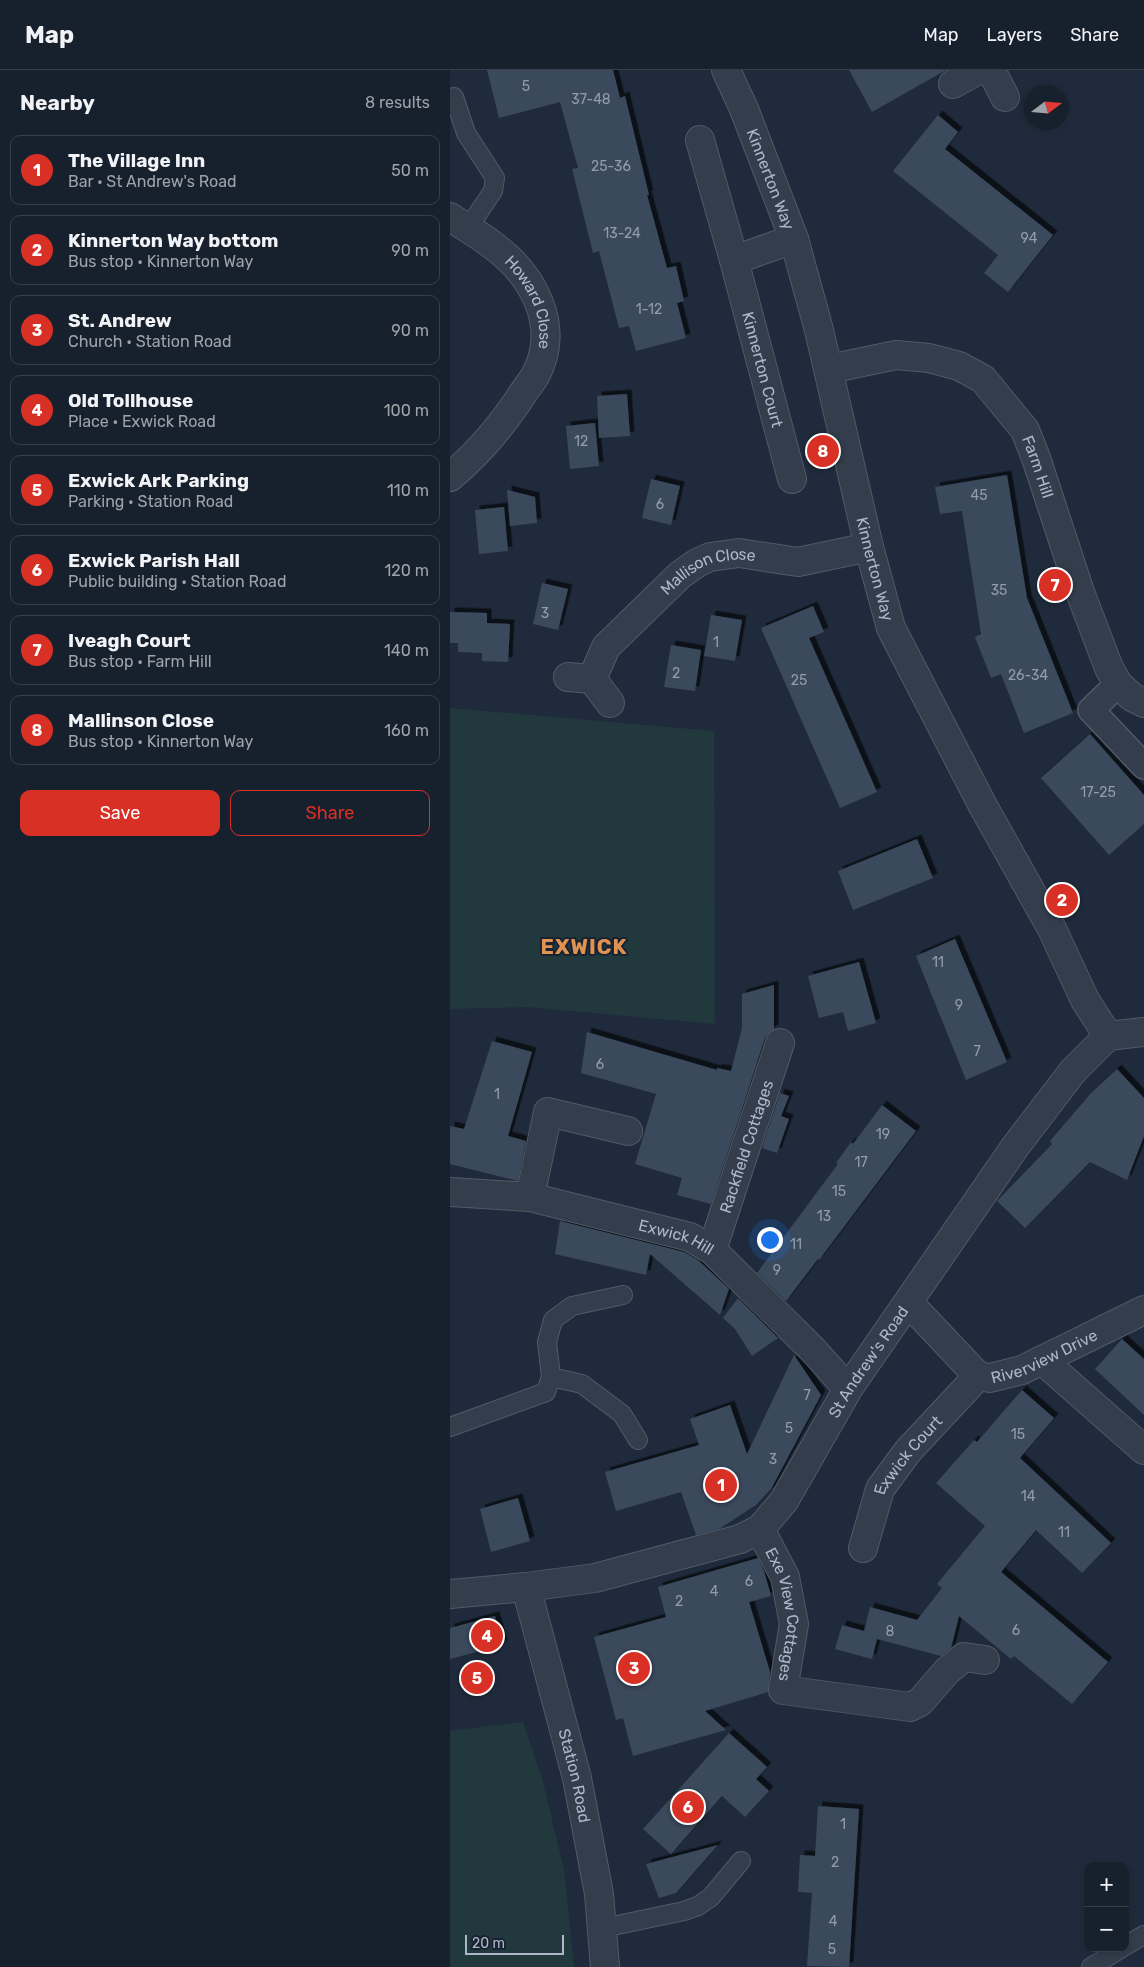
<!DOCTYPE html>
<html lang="en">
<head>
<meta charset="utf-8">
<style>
	:root { --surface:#17202d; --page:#202835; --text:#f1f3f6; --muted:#9ea3aa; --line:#363e49; --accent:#d93025 }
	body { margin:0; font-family:Rubik,sans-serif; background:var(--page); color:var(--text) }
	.controls { position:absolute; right:15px; bottom:15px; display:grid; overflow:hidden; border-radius:10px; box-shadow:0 2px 8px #0003 }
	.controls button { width:45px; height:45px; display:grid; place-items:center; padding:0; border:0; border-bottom:1px solid var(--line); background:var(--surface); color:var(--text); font:25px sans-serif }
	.compass { position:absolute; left:574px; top:15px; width:45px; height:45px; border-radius:50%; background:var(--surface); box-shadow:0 2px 8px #0003; rotate:74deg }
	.scale { position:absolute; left:15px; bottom:12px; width:99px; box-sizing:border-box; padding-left:5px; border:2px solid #aeb7c8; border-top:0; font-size:14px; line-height:18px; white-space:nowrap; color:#aeb7c8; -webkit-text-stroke:4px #192230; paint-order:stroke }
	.you { position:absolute; left:319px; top:1169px; width:18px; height:18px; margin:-12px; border:4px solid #fff; border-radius:50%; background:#1a73e8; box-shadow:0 0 0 8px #1a73e833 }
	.badge { display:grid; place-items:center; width:32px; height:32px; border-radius:50%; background:var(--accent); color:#fff; font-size:16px; font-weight:700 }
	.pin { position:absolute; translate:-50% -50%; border:2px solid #fff; box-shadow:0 1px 5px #0006 }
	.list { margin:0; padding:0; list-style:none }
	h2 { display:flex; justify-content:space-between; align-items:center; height:65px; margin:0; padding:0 20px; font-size:21px }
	h2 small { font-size:16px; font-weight:400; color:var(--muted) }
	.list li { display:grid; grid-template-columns:32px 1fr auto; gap:15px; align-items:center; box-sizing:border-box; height:70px; margin:0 10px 10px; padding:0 10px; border:1px solid var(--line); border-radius:10px }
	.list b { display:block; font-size:19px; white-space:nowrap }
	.list p { margin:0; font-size:16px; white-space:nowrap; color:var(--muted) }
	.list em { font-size:16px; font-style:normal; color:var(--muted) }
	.actions { display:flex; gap:10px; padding:15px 20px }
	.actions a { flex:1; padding:11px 0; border:1px solid var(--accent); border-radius:10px; text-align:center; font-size:18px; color:var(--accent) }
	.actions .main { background:var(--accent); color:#fff }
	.map { position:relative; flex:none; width:694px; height:1897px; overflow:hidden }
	header { display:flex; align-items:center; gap:30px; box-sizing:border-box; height:70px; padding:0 25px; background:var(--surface); border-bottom:1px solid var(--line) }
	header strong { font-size:24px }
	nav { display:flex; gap:28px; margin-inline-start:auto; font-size:18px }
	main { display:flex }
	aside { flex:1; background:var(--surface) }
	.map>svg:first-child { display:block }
</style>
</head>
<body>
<header>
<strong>Map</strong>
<nav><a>Map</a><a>Layers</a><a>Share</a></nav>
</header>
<main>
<aside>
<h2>Nearby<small>8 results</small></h2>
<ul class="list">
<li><span class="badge">1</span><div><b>The Village Inn</b><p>Bar · St Andrew's Road</p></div><em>50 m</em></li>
<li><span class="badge">2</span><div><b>Kinnerton Way bottom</b><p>Bus stop · Kinnerton Way</p></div><em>90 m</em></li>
<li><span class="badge">3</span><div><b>St. Andrew</b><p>Church · Station Road</p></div><em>90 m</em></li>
<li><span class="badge">4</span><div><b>Old Tollhouse</b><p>Place · Exwick Road</p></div><em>100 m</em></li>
<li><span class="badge">5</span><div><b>Exwick Ark Parking</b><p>Parking · Station Road</p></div><em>110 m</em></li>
<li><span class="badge">6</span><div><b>Exwick Parish Hall</b><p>Public building · Station Road</p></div><em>120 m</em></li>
<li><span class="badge">7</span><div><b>Iveagh Court</b><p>Bus stop · Farm Hill</p></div><em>140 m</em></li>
<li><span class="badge">8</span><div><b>Mallinson Close</b><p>Bus stop · Kinnerton Way</p></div><em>160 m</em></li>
</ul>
<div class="actions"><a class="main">Save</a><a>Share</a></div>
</aside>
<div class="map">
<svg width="694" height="1897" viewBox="0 0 694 1897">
	<defs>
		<filter id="shadow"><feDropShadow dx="4.5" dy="-4.5" stdDeviation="0" flood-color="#0009"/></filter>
	</defs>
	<rect width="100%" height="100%" fill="#1f2b3c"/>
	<path fill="#21393d" d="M 0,638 L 264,661 L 265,954 L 78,937 L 0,939 Z
		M 73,1652 L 93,1712 L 114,1800 L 124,1897 L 0,1897 L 0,1661 Z"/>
	<path fill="#3b495b" filter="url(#shadow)" d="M 37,0 L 163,0 L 170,28 L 175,26 L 199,125 L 197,125 L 217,198 L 226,196 L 234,231 L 227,233 L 236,268 L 186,281 L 179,256 L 169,258 L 149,181 L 143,183 L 122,99 L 128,98 L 110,32 L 49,48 Z
		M 399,0 L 496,0 L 422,42 Z
		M 488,45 L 508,62 L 495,79 L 603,165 L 558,222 L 534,203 L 548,185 L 443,101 Z
		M 177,324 L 180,366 L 149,368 L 147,326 Z
		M 145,353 L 149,396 L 120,399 L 116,356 Z
		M 557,405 L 577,528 L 623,643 L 574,663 L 551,604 L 541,608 L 525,567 L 531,564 L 512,441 L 490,444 L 485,417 Z
		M 201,409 L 230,416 L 221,455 L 192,448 Z
		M 57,420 L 85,427 L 87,453 L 60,456 Z
		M 54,437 L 58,481 L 29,484 L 25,440 Z
		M 92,513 L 118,519 L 108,560 L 83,554 Z
		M 363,536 L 374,562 L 359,568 L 427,722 L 390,738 L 311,558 Z
		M 0,542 L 37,543 L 37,553 L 60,554 L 58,592 L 32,591 L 32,583 L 8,582 L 8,573 L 0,573 Z
		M 261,545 L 292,550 L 285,591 L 254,586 Z
		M 221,575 L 251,580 L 245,621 L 214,617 Z
		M 640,664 L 694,725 L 694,754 L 659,785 L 591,708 Z
		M 467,769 L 483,808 L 403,840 L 388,801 Z
		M 505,869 L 557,992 L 516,1010 L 466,886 Z
		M 409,892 L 426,953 L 398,961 L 393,942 L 369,948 L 358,906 Z
		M 324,915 L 324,959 L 319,962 L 315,968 L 261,1134 L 227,1125 L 232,1108 L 185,1094 L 206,1024 L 131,1003 L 137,962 L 267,1000 L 267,998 L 281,1001 L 292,958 L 292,924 Z
		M 42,971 L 82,982 L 58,1066 L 76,1071 L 68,1111 L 0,1094 L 0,1056 L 14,1059 Z
		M 667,999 L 694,1028 L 694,1066 L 677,1110 L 640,1092 L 575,1158 L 547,1131 L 602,1074 L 600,1071 L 641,1023 Z
		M 330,1023 L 339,1026 L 331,1046 L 339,1049 L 327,1083 L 312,1078 Z
		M 432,1035 L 466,1061 L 369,1190 L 368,1189 L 336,1231 L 307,1203 L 388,1094 L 386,1093 L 401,1072 L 403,1074 Z
		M 110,1151 L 234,1182 L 248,1190 L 279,1219 L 270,1245 L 200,1184 L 196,1205 L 105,1184 Z
		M 288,1228 L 328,1268 L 302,1286 L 285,1259 L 273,1248 Z
		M 672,1269 L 694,1289 L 694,1345 L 645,1299 Z
		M 344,1285 L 371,1325 L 321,1419 L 306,1435 L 269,1459 L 246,1465 L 231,1422 L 166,1441 L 155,1402 L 249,1375 L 240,1349 L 280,1335 L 297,1384 Z
		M 572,1320 L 604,1348 L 570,1388 L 661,1473 L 632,1503 L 586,1460 L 551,1502 L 658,1592 L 622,1634 L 564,1586 L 561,1589 L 509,1546 L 501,1578 L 491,1586 L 427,1569 L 422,1589 L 385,1579 L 392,1555 L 414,1561 L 420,1537 L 467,1550 L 492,1518 L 487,1514 L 535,1456 L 486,1413 L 524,1370 L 527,1372 Z
		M 68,1428 L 80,1471 L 41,1482 L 30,1439 Z
		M 308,1488 L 314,1501 L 321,1526 L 299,1532 L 320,1602 L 318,1622 L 255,1641 L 276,1660 L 183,1686 L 173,1648 L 166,1650 L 144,1567 L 216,1547 L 208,1517 Z
		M 45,1546 L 53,1575 L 0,1589 L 0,1558 Z
		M 279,1663 L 317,1697 L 306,1709 L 319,1721 L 295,1747 L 272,1726 L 221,1784 L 193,1759 Z
		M 368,1736 L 409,1739 L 399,1897 L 357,1896 L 362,1823 L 348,1822 L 350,1785 L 365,1786 Z
		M 268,1775 L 226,1823 L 209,1828 L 196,1794 Z"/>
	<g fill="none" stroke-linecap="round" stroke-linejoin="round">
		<defs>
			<path id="service" d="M 4,27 L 16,63 L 45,108 L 43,121 L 18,158
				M 101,1307 L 132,1314 L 172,1344 L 188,1370
				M 0,1357 L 96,1322 L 101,1307 L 97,1272 L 103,1250 L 122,1236 L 173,1225
				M 153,1858 L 234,1841 L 248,1836 L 261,1827 L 291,1791
				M 675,1876 L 694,1865
				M 641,1897 L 672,1878"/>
			<path id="pedestrian" d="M 668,614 L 641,640 L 694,696"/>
			<g id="minor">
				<path id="s1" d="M 276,0 L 294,39 L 344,169 L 369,260 L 419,477 L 441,558 L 533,736 L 602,859 L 635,930 L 658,966 L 694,962"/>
				<path d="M 541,0 L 555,27"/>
				<path d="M 503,14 L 528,0"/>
				<path id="s2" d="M 250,70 L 284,190 L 342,409"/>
				<path id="s3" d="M 0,147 C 14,156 28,164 41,174 C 83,204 112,256 85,306 C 80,314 73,322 68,331 C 48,360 27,385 0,407"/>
				<path d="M 284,190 L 344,169"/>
				<path id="s4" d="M 379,299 L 446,285 L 479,288 L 509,296 L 533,309 L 575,360 L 586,388 L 630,522 L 659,598 L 668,614 L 682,627 L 694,633"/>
				<path id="s5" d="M 118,607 L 142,609 L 156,577 L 230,505 L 247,493 L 260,487 L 289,483 L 348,492 L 419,477"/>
				<path d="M 142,609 L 160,633"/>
				<path id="s6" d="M 0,1122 L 80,1127 L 240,1167 L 262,1180 L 363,1280 L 398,1319"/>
				<path d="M 80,1127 L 98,1042 L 178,1061"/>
				<path id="s7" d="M 262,1180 L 330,973"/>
				<path id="s8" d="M 459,1233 L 528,1306 L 540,1308 L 572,1300 L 694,1240"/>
				<path d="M 592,1290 L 694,1380"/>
				<path id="s9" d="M 310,1459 L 335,1507 L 344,1554 L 333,1620 L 460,1637 L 470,1632 L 497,1601 L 514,1587 L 535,1590"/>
				<path id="s10" d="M 413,1478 L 430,1419 L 458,1381 L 528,1306"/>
				<path id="s11" d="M 76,1517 L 127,1708 L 149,1824 L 155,1897"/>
			</g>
			<g id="tertiary">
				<path id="s12" d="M 0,1524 L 76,1517 L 145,1508 L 290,1469 L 310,1459 L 334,1431 L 398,1319 L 565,1077 L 623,1001 L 658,966"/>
			</g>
		</defs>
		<use href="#service" stroke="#515a69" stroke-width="20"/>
		<use href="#pedestrian" stroke="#515a69" stroke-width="28"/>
		<use href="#minor" stroke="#515a69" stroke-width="30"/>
		<use href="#tertiary" stroke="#515a69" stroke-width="30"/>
		<use href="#service" stroke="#333d4c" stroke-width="18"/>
		<use href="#pedestrian" stroke="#333d4c" stroke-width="25"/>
		<use href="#minor" stroke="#333d4c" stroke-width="28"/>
		<use href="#tertiary" stroke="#333d4c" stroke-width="28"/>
	</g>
	<g text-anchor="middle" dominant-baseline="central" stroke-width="4" stroke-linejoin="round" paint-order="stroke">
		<g font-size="14" fill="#919cad">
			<text x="76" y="16">5</text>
			<text x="141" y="29">37-48</text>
			<text x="161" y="96">25-36</text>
			<text x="172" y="163">13-24</text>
			<text x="579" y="168">94</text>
			<text x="199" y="239">1-12</text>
			<text x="131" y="371">12</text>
			<text x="529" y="425">45</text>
			<text x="210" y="434">6</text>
			<text x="549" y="520">35</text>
			<text x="95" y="543">3</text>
			<text x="266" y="572">1</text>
			<text x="226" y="603">2</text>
			<text x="578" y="605">26-34</text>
			<text x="349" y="610">25</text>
			<text x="648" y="722">17-25</text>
			<text x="488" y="892">11</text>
			<text x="509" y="935">9</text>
			<text x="527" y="981">7</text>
			<text x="150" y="994">6</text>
			<text x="47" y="1024">1</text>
			<text x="433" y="1064">19</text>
			<text x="411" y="1092">17</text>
			<text x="389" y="1121">15</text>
			<text x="374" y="1146">13</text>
			<text x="346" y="1174">11</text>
			<text x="327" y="1200">9</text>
			<text x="357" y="1325">7</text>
			<text x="339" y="1358">5</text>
			<text x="568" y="1364">15</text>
			<text x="323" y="1389">3</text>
			<text x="578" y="1426">14</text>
			<text x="614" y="1462">11</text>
			<text x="299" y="1511">6</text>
			<text x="264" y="1521">4</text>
			<text x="229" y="1531">2</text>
			<text x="566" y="1560">6</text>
			<text x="440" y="1561">8</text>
			<text x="393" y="1754">1</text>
			<text x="385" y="1792">2</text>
			<text x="383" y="1851">4</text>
			<text x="382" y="1879">5</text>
		</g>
		<g font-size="16" fill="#aeb7c8" stroke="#192230">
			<text stroke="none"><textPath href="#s1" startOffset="118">Kinnerton Way</textPath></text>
			<text stroke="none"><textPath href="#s3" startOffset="122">Howard Close</textPath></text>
			<text stroke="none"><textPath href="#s2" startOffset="238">Kinnerton Court</textPath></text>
			<text stroke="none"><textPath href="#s4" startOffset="265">Farm Hill</textPath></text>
			<text stroke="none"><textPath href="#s1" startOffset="522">Kinnerton Way</textPath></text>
			<text stroke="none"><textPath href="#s5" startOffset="191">Mallison Close</textPath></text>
			<text stroke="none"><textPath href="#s7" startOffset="109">Rackfield Cottages</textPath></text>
			<text stroke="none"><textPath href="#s6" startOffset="232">Exwick Hill</textPath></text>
			<text stroke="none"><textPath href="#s8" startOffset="171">Riverview Drive</textPath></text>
			<text stroke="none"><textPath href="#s12" startOffset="518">St Andrew's Road</textPath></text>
			<text stroke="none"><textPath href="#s10" startOffset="105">Exwick Court</textPath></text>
			<text stroke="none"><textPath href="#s9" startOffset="91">Exe View Cottages</textPath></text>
			<text stroke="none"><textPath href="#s11" startOffset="195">Station Road</textPath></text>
		</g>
		<g font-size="21" font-weight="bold" letter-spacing="1" fill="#de9353" stroke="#192230">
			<text x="134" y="876">EXWICK</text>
		</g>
	</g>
</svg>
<div class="controls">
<button>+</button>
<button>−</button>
</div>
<svg class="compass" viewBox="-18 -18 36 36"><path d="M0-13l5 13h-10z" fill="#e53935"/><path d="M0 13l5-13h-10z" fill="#9ea3aa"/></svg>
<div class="scale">20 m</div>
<div class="you"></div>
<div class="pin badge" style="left:271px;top:1415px">1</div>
<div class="pin badge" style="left:612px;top:830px">2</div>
<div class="pin badge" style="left:184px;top:1598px">3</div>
<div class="pin badge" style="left:37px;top:1566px">4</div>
<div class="pin badge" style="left:27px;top:1608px">5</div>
<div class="pin badge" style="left:238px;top:1737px">6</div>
<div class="pin badge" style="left:605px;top:515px">7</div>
<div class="pin badge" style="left:373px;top:381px">8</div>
</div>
</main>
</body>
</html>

━━━━━━━━━━━━━━━━━━━━

Task details >>
Check every line of the records above for the string "list". Copy those that hold it.

Answer box >>
	.list { margin:0; padding:0; list-style:none }
	.list li { display:grid; grid-template-columns:32px 1fr auto; gap:15px; align-items:center; box-sizing:border-box; height:70px; margin:0 10px 10px; padding:0 10px; border:1px solid var(--line); border-radius:10px }
	.list b { display:block; font-size:19px; white-space:nowrap }
	.list p { margin:0; font-size:16px; white-space:nowrap; color:var(--muted) }
	.list em { font-size:16px; font-style:normal; color:var(--muted) }
<ul class="list">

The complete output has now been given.